◆ **WORK REQUEST**
Of the lines below, count those containing the word "Minified". Reply with the number alone.

(RECORDS TO PROCESS)

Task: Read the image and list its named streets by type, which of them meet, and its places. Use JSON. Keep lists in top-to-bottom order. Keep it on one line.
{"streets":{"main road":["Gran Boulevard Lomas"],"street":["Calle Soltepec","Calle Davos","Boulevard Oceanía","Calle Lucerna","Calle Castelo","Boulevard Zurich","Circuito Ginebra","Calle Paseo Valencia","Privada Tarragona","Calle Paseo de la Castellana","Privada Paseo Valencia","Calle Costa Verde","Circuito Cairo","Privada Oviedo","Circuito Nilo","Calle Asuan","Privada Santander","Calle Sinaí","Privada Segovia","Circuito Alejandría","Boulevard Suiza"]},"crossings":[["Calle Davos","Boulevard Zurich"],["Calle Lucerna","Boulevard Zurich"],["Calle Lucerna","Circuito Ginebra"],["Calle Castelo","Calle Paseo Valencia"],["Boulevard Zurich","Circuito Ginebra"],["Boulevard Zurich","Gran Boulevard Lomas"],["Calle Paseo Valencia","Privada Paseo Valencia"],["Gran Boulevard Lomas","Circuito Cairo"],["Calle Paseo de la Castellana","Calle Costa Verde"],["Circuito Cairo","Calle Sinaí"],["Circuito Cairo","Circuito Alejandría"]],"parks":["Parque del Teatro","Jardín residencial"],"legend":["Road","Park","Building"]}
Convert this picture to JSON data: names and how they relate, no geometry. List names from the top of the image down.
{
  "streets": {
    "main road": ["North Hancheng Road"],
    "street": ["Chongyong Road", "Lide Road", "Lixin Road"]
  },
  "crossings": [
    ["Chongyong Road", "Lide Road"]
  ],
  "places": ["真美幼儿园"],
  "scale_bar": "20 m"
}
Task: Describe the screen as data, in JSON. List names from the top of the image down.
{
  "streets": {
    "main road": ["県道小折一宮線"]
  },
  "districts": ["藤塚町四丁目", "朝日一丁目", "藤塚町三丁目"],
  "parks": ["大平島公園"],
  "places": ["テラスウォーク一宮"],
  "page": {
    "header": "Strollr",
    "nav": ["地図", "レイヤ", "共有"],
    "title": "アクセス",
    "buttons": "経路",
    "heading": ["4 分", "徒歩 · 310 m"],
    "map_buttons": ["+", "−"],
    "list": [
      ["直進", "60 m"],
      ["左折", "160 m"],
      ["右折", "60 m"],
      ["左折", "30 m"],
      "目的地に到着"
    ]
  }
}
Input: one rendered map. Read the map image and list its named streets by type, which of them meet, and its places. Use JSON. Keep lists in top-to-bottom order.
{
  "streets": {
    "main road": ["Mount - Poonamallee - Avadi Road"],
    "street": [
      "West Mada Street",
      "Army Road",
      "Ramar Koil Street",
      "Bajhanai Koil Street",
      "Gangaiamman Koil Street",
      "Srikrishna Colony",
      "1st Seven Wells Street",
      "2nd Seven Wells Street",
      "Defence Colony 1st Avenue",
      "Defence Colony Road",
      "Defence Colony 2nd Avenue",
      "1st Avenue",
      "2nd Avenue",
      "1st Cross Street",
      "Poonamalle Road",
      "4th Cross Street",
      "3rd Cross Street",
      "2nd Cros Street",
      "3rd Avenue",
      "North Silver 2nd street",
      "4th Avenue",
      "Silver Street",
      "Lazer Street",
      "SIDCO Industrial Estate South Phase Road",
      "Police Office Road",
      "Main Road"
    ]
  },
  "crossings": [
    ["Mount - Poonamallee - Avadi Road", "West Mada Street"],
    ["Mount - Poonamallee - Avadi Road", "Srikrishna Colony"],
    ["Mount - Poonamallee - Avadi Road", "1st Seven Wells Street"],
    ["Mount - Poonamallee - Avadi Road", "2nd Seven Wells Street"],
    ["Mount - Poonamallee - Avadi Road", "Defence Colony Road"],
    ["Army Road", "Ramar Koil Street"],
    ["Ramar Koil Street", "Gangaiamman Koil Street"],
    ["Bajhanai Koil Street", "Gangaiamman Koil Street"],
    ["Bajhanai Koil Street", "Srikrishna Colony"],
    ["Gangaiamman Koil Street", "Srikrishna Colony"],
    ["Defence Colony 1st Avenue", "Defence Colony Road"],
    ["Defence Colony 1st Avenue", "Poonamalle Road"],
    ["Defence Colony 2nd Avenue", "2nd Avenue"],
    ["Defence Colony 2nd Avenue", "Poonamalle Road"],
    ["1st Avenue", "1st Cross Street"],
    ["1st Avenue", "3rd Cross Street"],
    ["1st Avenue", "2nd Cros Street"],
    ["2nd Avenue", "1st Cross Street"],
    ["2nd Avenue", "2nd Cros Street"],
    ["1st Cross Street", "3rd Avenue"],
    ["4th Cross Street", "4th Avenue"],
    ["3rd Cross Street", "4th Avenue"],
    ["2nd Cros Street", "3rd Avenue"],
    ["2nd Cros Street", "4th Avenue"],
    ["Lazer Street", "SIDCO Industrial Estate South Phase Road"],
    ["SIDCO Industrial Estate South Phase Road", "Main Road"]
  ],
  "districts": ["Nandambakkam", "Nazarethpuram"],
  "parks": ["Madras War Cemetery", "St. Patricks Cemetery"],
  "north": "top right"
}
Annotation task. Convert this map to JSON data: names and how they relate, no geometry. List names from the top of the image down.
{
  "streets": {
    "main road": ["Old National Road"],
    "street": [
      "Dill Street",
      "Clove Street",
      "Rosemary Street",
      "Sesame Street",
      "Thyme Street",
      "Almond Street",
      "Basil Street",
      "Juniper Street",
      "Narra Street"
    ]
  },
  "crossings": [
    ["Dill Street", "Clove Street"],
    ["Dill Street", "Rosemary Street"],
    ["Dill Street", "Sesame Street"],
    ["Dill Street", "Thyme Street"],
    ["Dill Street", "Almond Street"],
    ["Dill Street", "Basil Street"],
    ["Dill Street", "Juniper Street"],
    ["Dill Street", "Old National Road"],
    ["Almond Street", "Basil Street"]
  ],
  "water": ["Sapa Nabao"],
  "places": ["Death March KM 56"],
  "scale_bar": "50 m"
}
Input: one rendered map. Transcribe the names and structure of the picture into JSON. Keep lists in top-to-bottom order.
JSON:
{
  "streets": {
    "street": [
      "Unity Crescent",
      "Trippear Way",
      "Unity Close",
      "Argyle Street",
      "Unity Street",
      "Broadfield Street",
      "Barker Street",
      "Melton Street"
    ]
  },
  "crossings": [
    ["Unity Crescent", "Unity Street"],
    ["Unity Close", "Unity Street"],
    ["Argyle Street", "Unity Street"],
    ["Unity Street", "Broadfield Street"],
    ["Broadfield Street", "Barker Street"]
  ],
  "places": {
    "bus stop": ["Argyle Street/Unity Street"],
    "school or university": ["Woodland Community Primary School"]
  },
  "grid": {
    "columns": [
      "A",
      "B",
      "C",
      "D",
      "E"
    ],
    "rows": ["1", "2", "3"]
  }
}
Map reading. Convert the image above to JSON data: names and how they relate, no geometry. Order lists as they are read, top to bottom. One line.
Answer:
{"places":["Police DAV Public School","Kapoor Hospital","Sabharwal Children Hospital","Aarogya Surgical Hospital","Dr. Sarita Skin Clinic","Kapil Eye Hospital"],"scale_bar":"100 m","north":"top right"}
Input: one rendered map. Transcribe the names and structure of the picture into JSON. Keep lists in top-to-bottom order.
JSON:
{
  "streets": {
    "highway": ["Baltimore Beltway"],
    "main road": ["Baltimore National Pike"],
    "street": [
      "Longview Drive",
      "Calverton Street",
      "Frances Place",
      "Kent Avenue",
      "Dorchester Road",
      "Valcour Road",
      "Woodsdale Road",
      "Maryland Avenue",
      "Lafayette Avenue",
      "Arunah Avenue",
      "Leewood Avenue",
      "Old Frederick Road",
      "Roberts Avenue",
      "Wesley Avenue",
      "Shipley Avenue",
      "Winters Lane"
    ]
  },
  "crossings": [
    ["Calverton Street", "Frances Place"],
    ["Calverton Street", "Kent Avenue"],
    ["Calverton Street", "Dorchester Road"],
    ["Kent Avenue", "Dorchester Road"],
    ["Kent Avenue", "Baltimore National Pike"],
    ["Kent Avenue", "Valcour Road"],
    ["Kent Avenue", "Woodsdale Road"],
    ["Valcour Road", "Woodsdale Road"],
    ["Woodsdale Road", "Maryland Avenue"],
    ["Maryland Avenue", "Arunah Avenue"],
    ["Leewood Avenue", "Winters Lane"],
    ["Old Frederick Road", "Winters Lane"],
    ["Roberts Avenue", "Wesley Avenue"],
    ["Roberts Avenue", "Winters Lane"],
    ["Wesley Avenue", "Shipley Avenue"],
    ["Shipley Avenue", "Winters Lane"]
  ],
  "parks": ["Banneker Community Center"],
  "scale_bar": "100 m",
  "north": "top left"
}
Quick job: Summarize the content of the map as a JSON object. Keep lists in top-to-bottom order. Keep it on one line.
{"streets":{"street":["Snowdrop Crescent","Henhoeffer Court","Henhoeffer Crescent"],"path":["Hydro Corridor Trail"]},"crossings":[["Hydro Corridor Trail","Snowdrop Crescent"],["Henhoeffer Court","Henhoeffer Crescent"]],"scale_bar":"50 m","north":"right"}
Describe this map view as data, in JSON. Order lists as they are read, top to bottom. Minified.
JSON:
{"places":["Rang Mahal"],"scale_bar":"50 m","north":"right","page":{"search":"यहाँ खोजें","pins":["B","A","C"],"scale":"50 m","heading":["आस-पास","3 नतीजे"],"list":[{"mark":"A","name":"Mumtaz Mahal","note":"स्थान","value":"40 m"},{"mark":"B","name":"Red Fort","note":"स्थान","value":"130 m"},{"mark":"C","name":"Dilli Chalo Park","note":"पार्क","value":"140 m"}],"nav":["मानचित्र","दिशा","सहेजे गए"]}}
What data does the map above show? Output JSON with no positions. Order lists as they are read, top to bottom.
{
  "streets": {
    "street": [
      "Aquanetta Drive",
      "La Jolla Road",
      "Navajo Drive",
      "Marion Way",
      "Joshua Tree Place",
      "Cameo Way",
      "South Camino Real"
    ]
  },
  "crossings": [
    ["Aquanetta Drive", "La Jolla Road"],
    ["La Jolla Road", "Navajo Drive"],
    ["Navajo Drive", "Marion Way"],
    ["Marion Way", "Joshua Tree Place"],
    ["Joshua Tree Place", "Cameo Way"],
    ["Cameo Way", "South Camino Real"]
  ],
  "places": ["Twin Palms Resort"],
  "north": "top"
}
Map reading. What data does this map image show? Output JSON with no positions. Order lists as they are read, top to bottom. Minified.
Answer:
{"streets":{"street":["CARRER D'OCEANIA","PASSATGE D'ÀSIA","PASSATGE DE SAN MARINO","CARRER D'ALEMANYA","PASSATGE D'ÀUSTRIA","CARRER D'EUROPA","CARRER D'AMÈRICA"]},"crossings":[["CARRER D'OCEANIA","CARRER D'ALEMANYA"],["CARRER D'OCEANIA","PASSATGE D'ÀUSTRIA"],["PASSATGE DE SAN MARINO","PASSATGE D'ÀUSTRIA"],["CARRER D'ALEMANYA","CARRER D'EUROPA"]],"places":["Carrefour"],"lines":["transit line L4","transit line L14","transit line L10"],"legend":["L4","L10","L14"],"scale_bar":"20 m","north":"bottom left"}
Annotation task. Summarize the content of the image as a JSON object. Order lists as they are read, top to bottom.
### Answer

(End RECORDS TO PROCESS)

◆ **YOUR SOLUTION**
2